- Opening Delimiter -

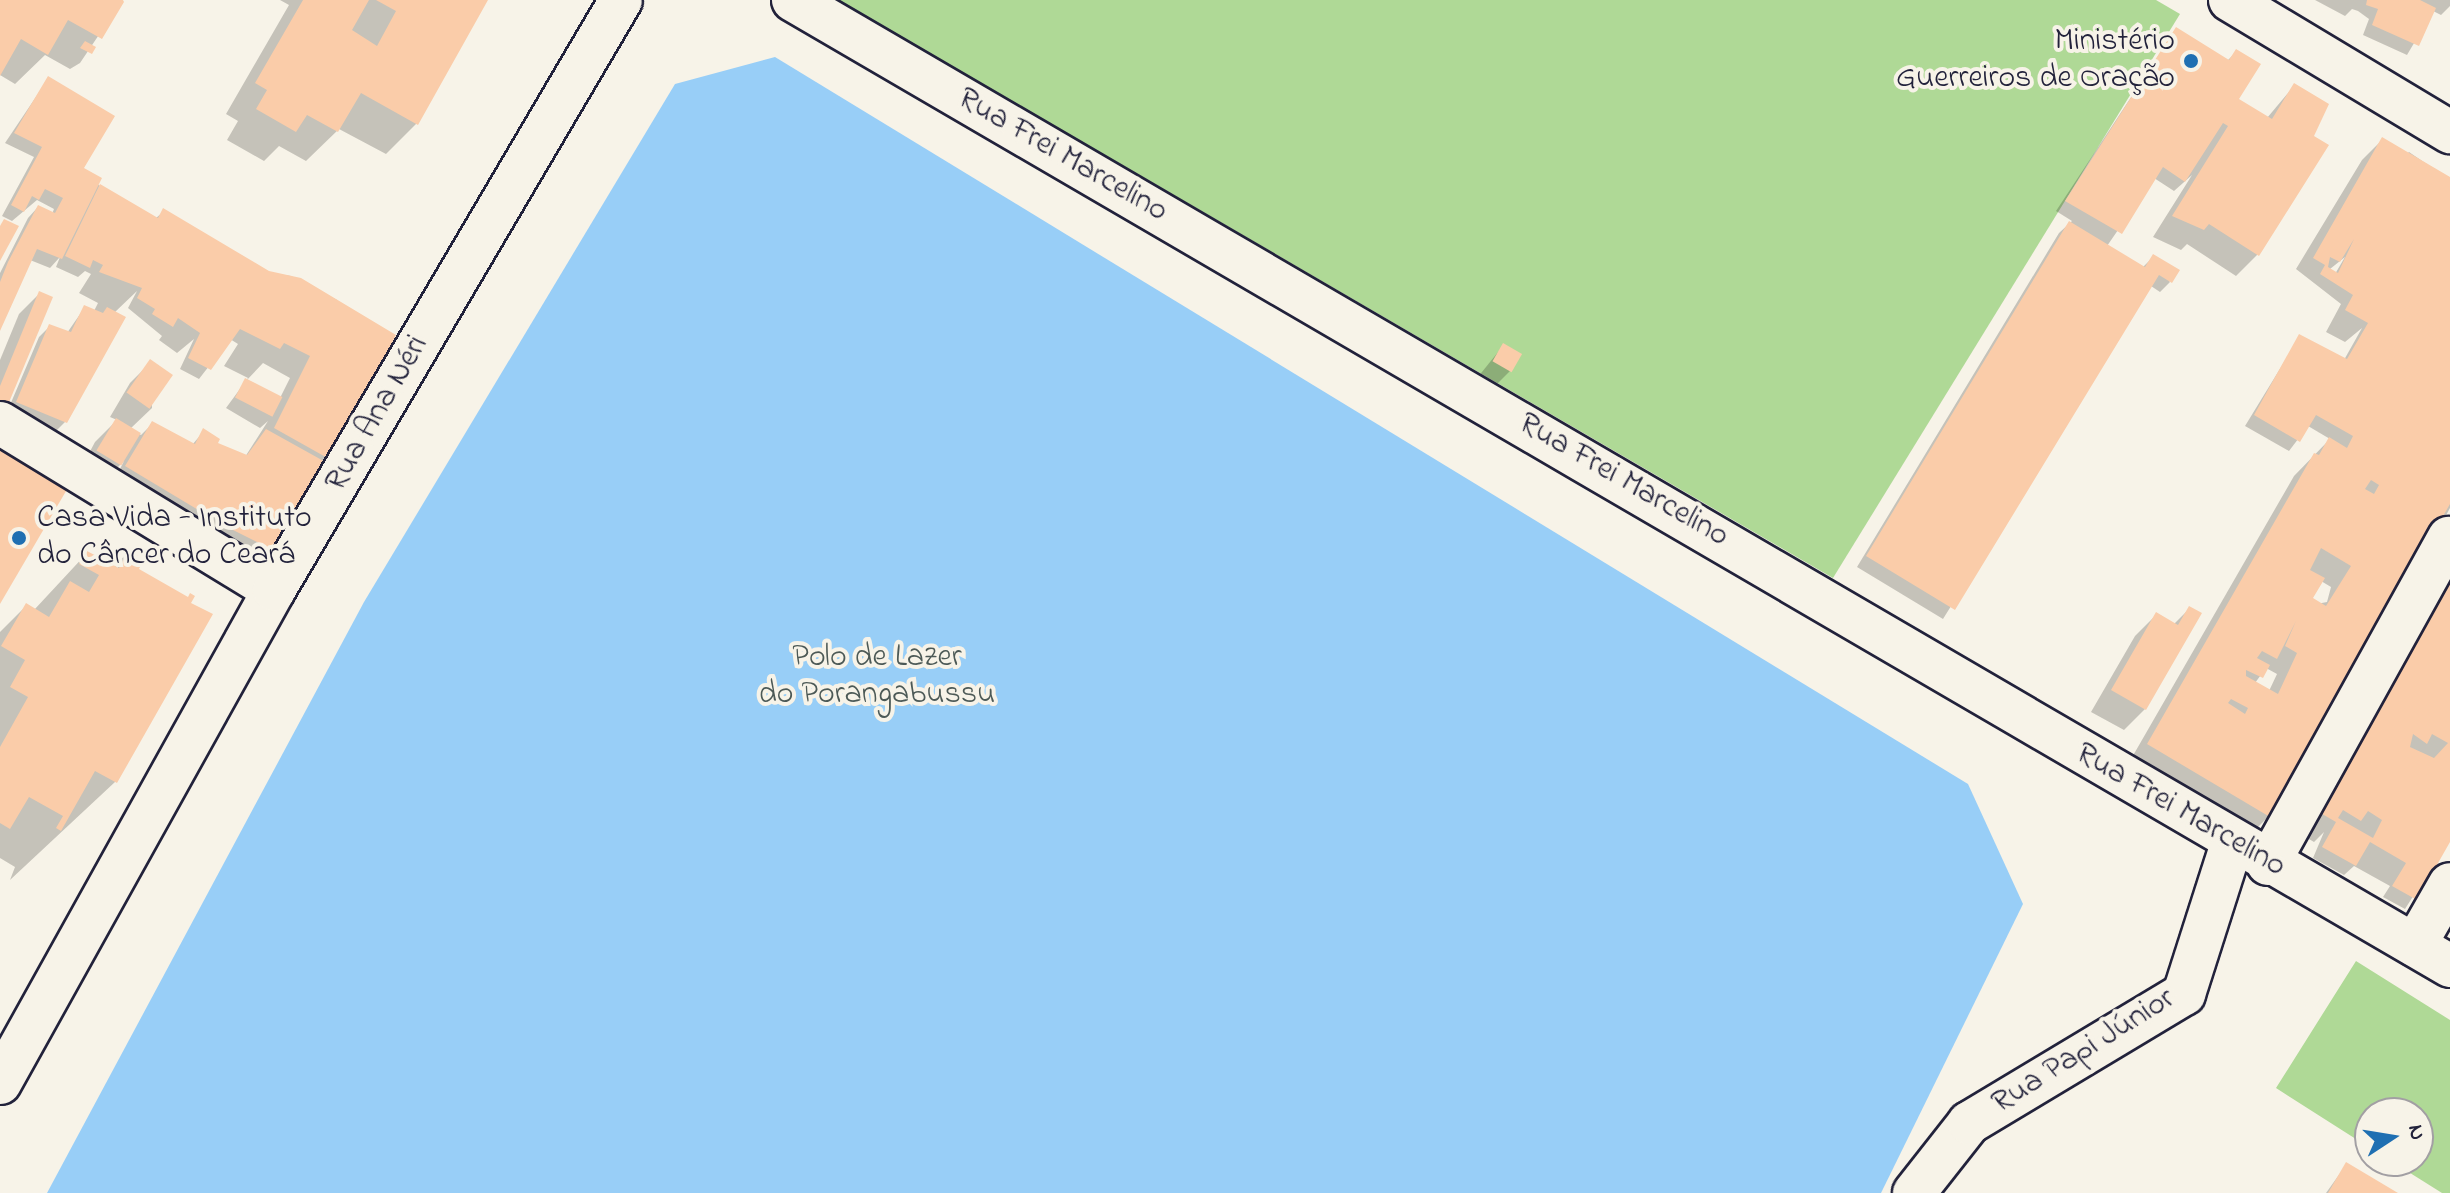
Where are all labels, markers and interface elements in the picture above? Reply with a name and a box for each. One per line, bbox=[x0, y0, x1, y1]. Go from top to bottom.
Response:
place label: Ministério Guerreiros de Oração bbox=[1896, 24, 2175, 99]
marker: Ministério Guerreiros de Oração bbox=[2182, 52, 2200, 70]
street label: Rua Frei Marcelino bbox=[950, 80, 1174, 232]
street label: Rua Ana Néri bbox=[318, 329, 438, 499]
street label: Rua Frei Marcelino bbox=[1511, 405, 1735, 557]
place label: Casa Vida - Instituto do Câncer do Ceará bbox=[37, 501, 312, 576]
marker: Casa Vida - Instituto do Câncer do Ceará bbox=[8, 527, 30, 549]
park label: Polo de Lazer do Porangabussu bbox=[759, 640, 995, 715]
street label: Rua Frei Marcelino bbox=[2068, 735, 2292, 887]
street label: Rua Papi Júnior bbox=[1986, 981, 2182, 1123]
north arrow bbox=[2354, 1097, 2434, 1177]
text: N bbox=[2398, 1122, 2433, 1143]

- Closing Delimiter -

Without the pictures, copy the material exactly as given.

Where are all labels, markers and interface elements in the picture above? Reply with a name and a box for each. One per line, bbox=[x0, y0, x1, y1]. Go from top to bottom.
Response:
place label: Ministério Guerreiros de Oração bbox=[1896, 24, 2175, 99]
marker: Ministério Guerreiros de Oração bbox=[2182, 52, 2200, 70]
street label: Rua Frei Marcelino bbox=[950, 80, 1174, 232]
street label: Rua Ana Néri bbox=[318, 329, 438, 499]
street label: Rua Frei Marcelino bbox=[1511, 405, 1735, 557]
place label: Casa Vida - Instituto do Câncer do Ceará bbox=[37, 501, 312, 576]
marker: Casa Vida - Instituto do Câncer do Ceará bbox=[8, 527, 30, 549]
park label: Polo de Lazer do Porangabussu bbox=[759, 640, 995, 715]
street label: Rua Frei Marcelino bbox=[2068, 735, 2292, 887]
street label: Rua Papi Júnior bbox=[1986, 981, 2182, 1123]
north arrow bbox=[2354, 1097, 2434, 1177]
text: N bbox=[2398, 1122, 2433, 1143]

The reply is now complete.